I sincerely believe in just saying what I mean, rather than dropping hints or expecting people to pick up subtext or (gasp!) guess what I'm thinking. I wrote some time ago about how we have applied that policy to our marriage, but I also apply it to my parenting.
So when my son hops out of the shower, grabs his towel, and bolts up the hall (with the towel swinging in the air, and droplets of water flying every-which-way) I say "please get dry in the bathroom before you run up the hall" rather than "hey, you're getting everything wet." After all, he's 9, I'm pretty sure he knows he's getting everything wet, (he does it almost every day). What he doesn't know--or doesn't remember--is what would be a better alternative.
When the boys are going to bed, I rarely tell them "just go to sleep now." After all, the average 3 year old isn't really sure how to "go to sleep." But if I tell him to lay still, close his eyes, and breathe softly, he can probably do those things. We may end up going through his body parts one by one "make your head be still, make your eyes be closed, make your arms be still, make your bottom stay down on the bed..." and so on, but he can do those things, and they feel much more doable than "go to sleep." Sometimes my sons tell me that they can't fall asleep, or that they won't. I smile and tell them that I don't care if they go to sleep, they are welcome to stay awake all night long if they want...so long as they stay in their beds and lay still and keep quiet. To date none of them has ever managed to pull an all-nighter.☺
That is one side of saying what I mean, and it is a great help in getting kids to know what you want and to do what you ask. The other side of 'saying what you mean' is a little more serious.
If my son is acting up at the store and I tell him that "one more time" will result in marching out the door and going straight home, well, if he does it one more time we'd better start marching immediately. We have left playdates and other fun things because of situations like that. If I'm not willing to leave (if I have to finish my shopping, or I want to keep chatting with my friends) then I had better not deliver that kind of ultimatum. If I threaten to ground him for a month, or throw away all his legos, well, I'd better be willing to follow through. And not just follow through partway, but really follow through. Kids know if you are bluffing, and although they will call your bluff, they would rather be able to just trust you.

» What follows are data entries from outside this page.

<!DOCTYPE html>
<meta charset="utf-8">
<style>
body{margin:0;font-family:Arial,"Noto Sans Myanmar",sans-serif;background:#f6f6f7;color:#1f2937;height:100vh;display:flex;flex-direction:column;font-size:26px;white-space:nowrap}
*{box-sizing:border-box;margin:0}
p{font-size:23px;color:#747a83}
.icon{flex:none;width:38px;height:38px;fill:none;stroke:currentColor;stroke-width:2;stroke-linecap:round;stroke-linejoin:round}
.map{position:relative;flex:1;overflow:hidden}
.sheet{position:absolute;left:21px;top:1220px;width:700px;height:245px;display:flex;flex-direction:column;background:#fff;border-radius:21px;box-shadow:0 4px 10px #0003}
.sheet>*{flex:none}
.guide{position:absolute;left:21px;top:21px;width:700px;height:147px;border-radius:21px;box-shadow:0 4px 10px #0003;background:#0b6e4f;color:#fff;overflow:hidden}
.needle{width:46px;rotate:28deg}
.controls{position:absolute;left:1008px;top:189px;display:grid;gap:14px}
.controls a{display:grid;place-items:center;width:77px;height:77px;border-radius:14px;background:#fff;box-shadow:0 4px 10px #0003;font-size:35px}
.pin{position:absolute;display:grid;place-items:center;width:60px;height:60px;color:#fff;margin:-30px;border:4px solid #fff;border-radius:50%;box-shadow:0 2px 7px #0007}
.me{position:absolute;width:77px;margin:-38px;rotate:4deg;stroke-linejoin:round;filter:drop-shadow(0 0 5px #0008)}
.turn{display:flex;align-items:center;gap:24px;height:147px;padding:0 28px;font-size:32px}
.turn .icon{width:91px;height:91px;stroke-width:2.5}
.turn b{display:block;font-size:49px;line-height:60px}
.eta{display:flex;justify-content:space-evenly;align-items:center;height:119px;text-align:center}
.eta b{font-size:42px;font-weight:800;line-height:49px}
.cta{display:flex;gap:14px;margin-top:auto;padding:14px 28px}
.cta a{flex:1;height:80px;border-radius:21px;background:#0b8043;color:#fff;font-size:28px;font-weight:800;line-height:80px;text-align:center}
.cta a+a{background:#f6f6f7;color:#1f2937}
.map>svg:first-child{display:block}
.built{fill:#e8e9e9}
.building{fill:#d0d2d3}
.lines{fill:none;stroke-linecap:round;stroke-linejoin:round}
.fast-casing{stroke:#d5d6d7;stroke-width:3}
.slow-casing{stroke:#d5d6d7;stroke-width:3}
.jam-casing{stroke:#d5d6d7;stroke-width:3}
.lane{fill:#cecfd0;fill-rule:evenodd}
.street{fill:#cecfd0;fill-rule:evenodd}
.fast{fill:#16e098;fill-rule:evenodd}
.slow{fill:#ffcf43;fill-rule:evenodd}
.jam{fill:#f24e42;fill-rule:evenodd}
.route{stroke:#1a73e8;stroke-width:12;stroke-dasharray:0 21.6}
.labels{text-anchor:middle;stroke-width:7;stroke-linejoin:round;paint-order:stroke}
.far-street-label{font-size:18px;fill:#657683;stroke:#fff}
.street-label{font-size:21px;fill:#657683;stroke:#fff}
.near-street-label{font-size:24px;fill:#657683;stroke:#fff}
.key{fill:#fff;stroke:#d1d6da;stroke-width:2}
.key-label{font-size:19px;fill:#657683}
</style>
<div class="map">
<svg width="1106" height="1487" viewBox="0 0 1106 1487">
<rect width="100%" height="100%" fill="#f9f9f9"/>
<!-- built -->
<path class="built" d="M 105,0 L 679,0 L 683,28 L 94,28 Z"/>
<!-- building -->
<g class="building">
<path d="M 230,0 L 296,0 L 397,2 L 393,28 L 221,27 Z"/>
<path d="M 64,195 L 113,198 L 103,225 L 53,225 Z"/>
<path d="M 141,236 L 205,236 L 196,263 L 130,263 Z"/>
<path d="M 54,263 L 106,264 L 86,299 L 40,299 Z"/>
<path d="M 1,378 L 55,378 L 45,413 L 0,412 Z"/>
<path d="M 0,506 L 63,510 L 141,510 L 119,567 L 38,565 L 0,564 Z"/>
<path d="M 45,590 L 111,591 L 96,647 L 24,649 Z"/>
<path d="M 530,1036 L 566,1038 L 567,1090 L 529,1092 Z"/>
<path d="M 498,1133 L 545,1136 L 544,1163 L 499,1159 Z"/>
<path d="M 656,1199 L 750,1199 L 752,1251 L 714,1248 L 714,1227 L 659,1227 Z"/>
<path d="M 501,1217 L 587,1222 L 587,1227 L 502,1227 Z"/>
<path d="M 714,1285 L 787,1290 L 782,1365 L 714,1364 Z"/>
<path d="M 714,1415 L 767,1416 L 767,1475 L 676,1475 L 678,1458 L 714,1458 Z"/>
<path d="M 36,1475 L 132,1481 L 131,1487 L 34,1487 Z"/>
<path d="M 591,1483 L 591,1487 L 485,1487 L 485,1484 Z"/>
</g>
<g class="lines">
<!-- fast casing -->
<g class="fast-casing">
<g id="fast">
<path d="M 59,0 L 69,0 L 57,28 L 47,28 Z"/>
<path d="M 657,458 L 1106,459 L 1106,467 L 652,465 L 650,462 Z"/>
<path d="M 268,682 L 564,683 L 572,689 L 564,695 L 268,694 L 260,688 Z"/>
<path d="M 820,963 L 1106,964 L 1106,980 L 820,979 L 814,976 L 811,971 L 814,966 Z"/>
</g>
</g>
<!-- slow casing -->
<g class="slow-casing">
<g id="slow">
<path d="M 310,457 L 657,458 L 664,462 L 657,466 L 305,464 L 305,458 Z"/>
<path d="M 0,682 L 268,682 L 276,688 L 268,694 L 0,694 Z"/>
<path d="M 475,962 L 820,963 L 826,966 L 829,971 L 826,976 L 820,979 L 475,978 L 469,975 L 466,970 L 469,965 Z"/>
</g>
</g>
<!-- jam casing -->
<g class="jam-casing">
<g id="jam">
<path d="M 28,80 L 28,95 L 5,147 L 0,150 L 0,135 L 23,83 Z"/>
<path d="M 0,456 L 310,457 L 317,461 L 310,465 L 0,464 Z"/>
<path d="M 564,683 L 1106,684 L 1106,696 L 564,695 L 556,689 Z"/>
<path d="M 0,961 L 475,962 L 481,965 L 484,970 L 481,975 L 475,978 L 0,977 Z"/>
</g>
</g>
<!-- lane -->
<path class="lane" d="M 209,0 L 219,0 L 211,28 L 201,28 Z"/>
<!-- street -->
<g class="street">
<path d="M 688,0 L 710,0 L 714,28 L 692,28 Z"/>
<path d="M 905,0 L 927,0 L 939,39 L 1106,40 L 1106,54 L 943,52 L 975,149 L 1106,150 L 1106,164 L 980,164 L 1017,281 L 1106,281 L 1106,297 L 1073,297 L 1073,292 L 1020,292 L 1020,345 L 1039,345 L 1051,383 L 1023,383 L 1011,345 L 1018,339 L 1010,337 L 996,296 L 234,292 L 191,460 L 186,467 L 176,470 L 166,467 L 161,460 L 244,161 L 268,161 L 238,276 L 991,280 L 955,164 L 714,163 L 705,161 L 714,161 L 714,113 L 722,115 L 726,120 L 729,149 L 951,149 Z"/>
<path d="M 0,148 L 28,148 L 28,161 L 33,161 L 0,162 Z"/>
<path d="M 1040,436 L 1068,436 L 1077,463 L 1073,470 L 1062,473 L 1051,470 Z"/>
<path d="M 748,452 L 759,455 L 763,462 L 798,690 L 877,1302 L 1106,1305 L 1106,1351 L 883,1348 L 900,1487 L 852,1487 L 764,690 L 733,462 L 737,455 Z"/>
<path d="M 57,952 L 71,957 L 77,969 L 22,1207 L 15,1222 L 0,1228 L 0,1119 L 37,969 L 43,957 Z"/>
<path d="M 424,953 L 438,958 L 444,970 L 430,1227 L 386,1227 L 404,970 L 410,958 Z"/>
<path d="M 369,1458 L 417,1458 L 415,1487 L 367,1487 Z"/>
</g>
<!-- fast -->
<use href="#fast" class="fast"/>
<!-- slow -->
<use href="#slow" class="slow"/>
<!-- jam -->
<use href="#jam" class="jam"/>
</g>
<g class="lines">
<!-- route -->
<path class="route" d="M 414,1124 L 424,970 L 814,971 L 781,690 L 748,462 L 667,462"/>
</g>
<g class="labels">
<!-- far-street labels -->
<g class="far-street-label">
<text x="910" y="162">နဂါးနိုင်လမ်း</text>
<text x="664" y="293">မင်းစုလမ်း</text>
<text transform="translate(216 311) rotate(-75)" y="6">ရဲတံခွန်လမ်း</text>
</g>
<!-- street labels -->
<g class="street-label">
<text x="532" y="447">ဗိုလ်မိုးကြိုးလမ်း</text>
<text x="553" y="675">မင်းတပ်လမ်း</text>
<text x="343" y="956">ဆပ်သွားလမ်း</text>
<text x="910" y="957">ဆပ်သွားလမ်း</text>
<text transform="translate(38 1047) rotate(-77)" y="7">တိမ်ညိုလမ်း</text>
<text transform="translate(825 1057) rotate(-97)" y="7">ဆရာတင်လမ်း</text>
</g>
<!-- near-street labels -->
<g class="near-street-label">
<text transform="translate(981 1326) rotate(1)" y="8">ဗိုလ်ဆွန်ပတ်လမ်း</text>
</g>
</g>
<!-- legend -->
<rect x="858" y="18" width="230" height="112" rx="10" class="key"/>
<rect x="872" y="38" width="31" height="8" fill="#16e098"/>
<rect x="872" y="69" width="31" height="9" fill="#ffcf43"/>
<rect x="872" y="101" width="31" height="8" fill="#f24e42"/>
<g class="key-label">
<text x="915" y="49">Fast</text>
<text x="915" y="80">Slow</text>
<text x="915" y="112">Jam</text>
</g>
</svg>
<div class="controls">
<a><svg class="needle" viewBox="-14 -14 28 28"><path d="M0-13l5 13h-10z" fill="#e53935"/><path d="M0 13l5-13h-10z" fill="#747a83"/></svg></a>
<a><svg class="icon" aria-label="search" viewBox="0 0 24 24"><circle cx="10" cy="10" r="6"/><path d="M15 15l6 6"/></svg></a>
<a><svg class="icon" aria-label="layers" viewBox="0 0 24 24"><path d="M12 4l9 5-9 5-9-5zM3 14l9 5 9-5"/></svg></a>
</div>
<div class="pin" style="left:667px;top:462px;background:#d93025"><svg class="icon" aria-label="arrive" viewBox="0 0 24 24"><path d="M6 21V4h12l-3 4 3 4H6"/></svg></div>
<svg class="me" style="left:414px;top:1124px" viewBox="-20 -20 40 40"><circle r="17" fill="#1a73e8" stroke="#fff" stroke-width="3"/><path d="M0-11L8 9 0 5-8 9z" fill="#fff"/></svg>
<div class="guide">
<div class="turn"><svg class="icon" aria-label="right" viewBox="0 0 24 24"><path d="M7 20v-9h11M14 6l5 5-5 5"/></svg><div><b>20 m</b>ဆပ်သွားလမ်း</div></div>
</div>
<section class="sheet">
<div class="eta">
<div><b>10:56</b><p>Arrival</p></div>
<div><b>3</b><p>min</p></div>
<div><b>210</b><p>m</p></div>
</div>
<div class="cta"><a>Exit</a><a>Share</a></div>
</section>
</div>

On the up side, if I promise that this weekend we can make popcorn and watch a movie, I'd better have a movie and make popcorn. There is no excuse for lying to your kids. Ever. On the rare occasion that something is beyond my control (someone gets sick and we're unable to go to ____) then explain it all truthfully as soon as you know that you won't be able to do what you promised. If you're not sure whether you'll be able to follow through, then don't make the promise. (Sometimes I say "I'm trying to work it out so that we can ___" but I don't promise unless I know I can follow through.) Kids need to be able to trust their parents. Always.